Per Bothner
<per@bothner.com>
This SRFI is currently in ``draft'' status. To see an explanation of
each status that a SRFI can hold, see here.
To provide input on this SRFI, please
mail to
<srfi minus 109 at srfi dot schemers dot org>
. See
instructions here to
subscribe to the list. You can access previous messages via
the archive of the mailing list.
This specifies a reader extension for extended string quasi-literals, including nicer multi-line strings, enclosed unquoted expressions, and formatting.
This proposal is related to SRFI-108 (named quasi-literal constructors) and SRFI-107 (XML reader syntax), as they share quite a bit of syntax.
This proposal aims to aid in a number of related problems relating to string literals.
Note the section Discussion: Delimiter options in SRFI-108
discusses alternative delimiter characters.
The syntax examples show two plausible syntax choices:
What I call xml-style
in red,
or scribble-style
in green.
Standard Scheme literals are awkward for multi-line strings.

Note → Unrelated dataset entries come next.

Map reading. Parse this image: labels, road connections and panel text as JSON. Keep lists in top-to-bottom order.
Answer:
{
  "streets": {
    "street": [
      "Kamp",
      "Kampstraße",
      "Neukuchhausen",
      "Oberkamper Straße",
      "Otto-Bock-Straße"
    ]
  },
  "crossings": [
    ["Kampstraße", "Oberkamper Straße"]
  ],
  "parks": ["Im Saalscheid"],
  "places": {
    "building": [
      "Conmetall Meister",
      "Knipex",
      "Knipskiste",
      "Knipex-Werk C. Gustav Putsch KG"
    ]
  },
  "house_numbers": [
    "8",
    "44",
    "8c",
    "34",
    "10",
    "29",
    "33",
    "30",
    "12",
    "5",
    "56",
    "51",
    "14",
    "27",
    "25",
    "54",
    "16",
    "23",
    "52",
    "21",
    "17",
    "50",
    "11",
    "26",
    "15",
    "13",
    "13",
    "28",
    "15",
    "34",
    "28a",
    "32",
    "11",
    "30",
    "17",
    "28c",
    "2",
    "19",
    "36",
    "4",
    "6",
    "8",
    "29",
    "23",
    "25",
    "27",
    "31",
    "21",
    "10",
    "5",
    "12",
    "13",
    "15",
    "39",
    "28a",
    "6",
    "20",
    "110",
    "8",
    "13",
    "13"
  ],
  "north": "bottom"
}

One problem is that the same delimiter (double-quote) is used for both
the start and end of the string. This is error-prone and not robust:
adding or removing a single character changes the meaning of the entire
rest of the program.
A related problem is that if the delimiter appears in the string it
needs to be quoted using an escape character, which can get hard-to-read.
If we have distinct start and end delimiters, then we only
need to escape unbalanced
use of the delimiters.
A common solution is a
here document
,
where distinct multi-character start and end delimiters are used.
For example the Unix shell
uses uses <<
followed by an arbitrary token
as the start delimiter, and then the same token as the end delimiter:
tr a-z A-Z <<END_TEXT one two three uno dos tres END_TEXT
This proposal uses just #&[
and ]
as the default start and end delimiters, respectively:
(string-upcase #&[ one two three uno dos tres ])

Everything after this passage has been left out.